Start of Dataset records

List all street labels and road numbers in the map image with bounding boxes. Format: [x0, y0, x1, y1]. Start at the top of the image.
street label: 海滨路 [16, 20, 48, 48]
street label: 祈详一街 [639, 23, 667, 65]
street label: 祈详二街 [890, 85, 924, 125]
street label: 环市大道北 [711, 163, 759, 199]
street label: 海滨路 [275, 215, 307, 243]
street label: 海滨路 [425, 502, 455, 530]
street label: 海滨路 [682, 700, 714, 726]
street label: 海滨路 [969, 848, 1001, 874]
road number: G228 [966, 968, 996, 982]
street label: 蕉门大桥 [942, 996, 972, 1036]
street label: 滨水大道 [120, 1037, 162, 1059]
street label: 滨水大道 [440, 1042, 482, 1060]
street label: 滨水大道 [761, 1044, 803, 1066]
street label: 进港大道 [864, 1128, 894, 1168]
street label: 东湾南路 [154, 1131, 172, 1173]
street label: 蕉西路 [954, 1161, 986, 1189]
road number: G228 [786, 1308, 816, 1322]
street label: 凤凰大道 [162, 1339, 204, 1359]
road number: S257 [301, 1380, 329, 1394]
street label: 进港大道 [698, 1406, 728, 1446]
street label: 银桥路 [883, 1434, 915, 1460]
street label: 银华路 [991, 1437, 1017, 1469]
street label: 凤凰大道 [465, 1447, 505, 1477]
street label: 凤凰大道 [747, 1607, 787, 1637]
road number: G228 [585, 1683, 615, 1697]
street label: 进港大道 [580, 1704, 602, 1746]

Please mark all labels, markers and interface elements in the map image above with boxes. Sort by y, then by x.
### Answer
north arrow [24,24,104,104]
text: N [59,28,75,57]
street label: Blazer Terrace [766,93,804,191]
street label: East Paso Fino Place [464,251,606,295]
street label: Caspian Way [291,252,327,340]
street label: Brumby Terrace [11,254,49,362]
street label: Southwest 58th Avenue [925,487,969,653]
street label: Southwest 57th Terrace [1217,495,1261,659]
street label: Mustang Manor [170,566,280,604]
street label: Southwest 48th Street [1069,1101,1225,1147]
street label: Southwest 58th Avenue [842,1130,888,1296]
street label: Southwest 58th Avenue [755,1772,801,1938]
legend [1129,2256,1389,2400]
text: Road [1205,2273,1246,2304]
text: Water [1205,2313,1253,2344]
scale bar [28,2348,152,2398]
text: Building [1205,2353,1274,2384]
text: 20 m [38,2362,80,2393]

End of Dataset records

◆ What you should do ◆
When the records above are checked line by line, how many lines contain the word "Southwest"? Please give only that number.

◆ Exercise answer ◆
5